Modern Astrophysics At The Forefront of Data Science

DataRes at UCLA
11 min readJun 1, 2019

By Mason MacDougall

Introduction

When people think of astronomy, they usually think of stars and planets — galaxies and black holes — the vast expanse of space. They imagine ancient philosophers staring at the heavens through hand-held telescopes, mapping out the motions of the celestial objects visible in the night sky. Phases of the moon, constellations, and something about Kepler’s Laws are all people
tend to remember from brief astronomy lessons in their middle school science classrooms.

Although what comes to mind when most people hear the word “astronomy” is not necessarily incorrect, it is a little outdated. In the 1920’s, Edwin Hubble calculated the distance to Andromeda with pen and paper while staring at photographic plates from the Mt. Wilson 100- inch telescope (the largest in the world until 1949). This was the first definitive evidence that the Milky Way was not the only galaxy in the universe. Today, Hubble is well-known as the namesake for the space-based telescope that took the clearest optical images of deep space ever taken before the 21 st century (Figure 1).

Figure 1. Hubble Telescope Deep Field optical image. Credit: NASA; ESA; G. Illingworth, D. Magee, and P. Oesch, University of California, Santa Cruz; R. Bouwens, Leiden University; and the HUDF09 Team.

In less than 100 years, the field of astronomy has made leaps and bounds in progress — both philosophically and technologically. The 20th century took us from being unaware of the existence of other galaxies to hunting for Earth 2.0 among an ever-growing list of extra-solar planets. Correspondingly, we went from pen-and-paper and photographic plate images to supercomputers and petabytes of digital data.

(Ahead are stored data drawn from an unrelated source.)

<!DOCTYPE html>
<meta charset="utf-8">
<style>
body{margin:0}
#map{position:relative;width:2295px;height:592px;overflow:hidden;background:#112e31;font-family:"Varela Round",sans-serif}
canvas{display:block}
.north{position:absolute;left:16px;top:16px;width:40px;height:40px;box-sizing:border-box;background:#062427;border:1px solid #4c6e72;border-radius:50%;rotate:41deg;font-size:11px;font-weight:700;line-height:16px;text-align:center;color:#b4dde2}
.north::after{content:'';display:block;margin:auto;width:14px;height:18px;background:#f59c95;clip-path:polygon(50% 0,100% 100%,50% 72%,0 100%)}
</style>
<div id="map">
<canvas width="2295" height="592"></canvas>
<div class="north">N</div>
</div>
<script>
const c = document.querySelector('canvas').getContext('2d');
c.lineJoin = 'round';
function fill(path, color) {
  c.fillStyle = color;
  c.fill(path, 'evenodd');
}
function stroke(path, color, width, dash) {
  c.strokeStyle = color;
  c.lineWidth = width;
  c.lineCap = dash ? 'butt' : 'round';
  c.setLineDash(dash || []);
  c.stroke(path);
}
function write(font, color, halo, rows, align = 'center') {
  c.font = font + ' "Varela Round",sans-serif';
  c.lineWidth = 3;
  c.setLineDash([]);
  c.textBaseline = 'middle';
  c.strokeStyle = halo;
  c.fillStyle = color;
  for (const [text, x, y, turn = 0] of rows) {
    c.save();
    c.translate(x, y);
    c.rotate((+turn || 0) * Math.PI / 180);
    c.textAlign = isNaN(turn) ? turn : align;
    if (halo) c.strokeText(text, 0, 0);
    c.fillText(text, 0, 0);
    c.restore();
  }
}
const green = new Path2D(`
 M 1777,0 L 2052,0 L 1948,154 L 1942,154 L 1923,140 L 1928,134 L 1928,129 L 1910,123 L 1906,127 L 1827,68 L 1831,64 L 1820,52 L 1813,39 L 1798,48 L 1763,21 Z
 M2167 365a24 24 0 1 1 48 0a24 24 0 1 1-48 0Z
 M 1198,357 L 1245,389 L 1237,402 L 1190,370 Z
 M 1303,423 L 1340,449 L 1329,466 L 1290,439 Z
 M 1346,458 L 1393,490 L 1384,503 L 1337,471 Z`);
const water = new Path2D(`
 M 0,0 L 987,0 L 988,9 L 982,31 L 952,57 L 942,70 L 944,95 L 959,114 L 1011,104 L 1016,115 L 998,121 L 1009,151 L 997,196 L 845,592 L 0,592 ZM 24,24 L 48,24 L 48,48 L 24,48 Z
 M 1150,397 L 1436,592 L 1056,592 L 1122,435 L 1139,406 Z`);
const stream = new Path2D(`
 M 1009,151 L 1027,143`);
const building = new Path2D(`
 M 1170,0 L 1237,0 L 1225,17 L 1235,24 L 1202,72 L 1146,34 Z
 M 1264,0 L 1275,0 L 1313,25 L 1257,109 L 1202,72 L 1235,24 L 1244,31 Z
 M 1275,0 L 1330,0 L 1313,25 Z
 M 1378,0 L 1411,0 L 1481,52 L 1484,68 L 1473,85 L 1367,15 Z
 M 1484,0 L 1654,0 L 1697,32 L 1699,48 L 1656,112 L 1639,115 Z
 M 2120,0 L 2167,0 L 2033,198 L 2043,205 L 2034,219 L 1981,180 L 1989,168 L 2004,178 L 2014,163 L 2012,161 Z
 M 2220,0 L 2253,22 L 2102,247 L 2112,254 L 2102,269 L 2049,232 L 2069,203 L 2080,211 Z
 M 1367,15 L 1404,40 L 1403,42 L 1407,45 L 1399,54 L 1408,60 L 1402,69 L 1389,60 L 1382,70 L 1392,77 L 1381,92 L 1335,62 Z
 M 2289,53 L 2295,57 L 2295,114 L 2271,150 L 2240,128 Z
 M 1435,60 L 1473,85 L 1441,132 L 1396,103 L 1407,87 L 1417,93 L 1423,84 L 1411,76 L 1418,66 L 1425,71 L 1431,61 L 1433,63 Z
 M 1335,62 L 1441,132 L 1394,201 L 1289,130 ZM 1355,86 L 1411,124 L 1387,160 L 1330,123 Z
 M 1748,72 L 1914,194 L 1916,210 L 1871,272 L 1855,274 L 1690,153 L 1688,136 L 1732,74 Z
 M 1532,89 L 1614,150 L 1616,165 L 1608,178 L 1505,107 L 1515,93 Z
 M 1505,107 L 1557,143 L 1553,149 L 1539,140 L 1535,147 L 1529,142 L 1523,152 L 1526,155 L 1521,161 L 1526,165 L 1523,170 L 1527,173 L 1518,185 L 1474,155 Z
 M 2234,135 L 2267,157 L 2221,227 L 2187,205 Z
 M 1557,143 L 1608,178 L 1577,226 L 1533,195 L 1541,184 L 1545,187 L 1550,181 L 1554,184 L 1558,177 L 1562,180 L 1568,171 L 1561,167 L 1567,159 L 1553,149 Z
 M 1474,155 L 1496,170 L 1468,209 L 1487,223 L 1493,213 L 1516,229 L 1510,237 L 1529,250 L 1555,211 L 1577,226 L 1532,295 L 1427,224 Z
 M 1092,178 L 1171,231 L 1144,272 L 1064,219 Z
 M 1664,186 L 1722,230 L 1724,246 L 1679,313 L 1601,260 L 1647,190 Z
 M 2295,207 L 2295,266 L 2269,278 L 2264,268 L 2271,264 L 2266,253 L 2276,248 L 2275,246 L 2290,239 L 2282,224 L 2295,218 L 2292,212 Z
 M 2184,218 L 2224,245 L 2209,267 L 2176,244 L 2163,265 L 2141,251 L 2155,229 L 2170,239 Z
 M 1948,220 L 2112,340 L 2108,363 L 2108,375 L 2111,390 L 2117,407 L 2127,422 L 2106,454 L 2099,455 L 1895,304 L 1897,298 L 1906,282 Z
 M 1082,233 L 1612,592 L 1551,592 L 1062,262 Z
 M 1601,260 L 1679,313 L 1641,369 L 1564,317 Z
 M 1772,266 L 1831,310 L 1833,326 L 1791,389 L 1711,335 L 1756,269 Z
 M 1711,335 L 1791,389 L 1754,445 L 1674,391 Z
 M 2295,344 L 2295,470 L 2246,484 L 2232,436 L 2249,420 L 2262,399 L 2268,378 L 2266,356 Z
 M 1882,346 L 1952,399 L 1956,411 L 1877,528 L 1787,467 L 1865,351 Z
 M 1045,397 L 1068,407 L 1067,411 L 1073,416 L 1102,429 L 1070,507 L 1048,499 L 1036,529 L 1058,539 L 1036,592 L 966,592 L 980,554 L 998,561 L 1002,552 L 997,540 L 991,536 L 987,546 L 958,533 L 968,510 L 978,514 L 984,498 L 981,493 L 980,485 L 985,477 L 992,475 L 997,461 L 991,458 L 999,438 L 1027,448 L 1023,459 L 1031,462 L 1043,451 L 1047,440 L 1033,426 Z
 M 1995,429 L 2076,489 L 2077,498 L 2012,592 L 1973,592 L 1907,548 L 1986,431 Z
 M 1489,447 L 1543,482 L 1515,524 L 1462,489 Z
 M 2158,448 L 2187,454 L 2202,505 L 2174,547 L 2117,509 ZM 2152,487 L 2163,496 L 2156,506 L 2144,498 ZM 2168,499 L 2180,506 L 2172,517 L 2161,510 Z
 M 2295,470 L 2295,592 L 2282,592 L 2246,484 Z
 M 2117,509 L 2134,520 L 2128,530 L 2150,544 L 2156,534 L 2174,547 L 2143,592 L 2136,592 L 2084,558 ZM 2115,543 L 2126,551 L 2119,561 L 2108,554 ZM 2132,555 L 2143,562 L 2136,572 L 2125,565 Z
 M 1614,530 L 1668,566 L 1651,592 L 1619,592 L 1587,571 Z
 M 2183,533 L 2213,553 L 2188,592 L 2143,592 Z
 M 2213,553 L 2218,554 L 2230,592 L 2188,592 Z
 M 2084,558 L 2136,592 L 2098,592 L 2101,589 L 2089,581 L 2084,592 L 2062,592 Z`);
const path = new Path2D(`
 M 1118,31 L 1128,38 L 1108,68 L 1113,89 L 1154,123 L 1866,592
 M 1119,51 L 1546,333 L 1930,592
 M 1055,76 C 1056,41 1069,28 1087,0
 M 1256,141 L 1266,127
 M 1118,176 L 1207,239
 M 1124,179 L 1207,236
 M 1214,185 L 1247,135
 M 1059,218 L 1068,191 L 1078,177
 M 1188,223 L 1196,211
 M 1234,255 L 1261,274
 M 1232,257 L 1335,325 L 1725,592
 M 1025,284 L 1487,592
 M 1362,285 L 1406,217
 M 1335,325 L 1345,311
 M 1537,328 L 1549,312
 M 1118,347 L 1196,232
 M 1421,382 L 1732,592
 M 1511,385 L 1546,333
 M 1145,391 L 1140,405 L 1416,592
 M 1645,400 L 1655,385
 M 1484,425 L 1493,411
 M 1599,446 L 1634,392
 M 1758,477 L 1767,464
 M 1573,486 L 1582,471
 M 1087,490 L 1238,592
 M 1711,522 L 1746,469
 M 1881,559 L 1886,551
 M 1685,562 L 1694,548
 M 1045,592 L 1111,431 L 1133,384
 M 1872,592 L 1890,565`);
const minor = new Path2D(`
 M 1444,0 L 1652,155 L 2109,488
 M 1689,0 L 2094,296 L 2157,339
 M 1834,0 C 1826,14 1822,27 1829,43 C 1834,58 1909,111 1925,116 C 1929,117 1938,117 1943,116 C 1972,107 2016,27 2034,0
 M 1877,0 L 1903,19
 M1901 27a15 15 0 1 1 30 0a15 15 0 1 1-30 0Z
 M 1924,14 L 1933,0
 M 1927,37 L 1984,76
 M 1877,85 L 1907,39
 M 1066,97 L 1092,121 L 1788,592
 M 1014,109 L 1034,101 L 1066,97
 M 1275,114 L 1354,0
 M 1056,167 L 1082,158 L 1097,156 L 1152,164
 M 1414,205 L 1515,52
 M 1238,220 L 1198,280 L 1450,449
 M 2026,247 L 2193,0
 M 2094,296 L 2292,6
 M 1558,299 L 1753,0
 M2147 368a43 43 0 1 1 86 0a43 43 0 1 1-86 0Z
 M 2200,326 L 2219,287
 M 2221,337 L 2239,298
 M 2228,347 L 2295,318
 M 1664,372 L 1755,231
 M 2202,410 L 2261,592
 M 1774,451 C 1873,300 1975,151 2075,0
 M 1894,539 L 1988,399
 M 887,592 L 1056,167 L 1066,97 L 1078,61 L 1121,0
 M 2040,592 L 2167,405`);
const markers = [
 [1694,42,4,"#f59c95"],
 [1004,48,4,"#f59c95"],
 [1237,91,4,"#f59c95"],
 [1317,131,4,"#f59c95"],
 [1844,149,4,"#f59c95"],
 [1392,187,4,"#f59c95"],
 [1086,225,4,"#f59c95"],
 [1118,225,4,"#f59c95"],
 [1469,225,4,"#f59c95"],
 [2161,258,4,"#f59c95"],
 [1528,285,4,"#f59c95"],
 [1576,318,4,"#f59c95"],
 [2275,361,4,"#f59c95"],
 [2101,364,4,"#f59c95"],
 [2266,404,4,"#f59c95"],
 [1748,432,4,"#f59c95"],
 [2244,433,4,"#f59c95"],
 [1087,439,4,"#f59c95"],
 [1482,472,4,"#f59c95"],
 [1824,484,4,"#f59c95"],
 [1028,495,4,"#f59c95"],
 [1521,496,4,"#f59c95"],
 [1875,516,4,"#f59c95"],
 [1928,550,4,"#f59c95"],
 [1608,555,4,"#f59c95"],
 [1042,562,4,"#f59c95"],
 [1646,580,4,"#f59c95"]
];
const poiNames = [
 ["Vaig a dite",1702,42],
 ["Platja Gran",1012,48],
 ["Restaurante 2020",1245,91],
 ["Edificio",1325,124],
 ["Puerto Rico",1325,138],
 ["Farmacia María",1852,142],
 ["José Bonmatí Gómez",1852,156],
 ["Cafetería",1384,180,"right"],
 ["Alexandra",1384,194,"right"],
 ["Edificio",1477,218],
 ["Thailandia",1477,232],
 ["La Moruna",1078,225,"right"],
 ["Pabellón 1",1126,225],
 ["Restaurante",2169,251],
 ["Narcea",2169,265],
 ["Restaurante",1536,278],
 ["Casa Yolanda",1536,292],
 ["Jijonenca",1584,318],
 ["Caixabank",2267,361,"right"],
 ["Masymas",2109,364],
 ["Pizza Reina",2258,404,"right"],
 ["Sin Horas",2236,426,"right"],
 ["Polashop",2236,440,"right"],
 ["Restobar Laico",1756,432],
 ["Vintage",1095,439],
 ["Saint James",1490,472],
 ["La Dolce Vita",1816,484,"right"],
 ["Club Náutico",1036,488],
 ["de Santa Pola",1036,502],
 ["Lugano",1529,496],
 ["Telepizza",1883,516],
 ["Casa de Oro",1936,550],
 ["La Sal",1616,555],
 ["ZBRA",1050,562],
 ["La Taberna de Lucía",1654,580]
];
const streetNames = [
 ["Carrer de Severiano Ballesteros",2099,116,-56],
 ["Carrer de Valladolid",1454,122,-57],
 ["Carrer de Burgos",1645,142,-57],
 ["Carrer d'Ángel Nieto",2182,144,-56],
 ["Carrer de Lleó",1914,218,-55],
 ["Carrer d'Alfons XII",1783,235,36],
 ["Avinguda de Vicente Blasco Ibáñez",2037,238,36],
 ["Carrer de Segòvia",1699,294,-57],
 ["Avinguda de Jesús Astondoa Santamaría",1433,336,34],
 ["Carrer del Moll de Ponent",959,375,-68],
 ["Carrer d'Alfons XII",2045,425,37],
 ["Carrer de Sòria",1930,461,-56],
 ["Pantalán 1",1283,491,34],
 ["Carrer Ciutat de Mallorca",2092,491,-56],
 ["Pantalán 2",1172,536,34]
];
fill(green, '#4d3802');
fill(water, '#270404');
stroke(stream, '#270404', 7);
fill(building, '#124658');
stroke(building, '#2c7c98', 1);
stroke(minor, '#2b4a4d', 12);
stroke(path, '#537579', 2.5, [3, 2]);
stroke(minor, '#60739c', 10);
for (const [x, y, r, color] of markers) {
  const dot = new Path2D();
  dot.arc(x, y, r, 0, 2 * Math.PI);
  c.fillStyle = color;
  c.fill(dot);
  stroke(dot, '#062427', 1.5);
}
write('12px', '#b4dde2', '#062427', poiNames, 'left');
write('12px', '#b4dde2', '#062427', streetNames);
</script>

In order to keep up with the vast amount of data being collected by today’s large assembly of telescopes, complex models, database frameworks, and processing pipelines continue to be developed and expanded.

Recently, major feats of astrophysics research have made their way into mainstream media such as the discovery of Trappist-1 in the search for extraterrestrial life, the detection of gravitational waves, and the imaging of a supermassive black hole in galaxy M87. The public sees easily digestible graphs, heavily processed images, and fanciful artistic conceptions without gaining a full understanding of the amount of time and effort that goes into producing such findings. Although the massive, highly advanced telescopes are usually what takes center-stage when explaining how astrophysical discoveries are made, this is only part of the story. The rest of the story lies in the data analysis and processing that takes a telescope measurement and turns it into a confirmed discovery to be written about in a paper.

Black Hole In M87

About a month ago, in April 2019, a paper was published in The Astrophysical Journal by The Event Horizon Telescope (EHT) Collaboration regarding the imaging of the supermassive black hole at the center of galaxy M87. The groundbreaking paper, titled First M87 Event Horizon Telescope Results. IV. Imaging the Central Supermassive Black Hole, has deservedly emerged into the public eye with one particular figure making its way into news articles and media pieces around the world. This image, shown in Figure 2, is the culmination of several years of work by hundreds of scientists around the world — yet, despite the incredible feat of physics, engineering, and computing, many critics deemed this image “blurry,” “unsatisfying,” and “underwhelming.”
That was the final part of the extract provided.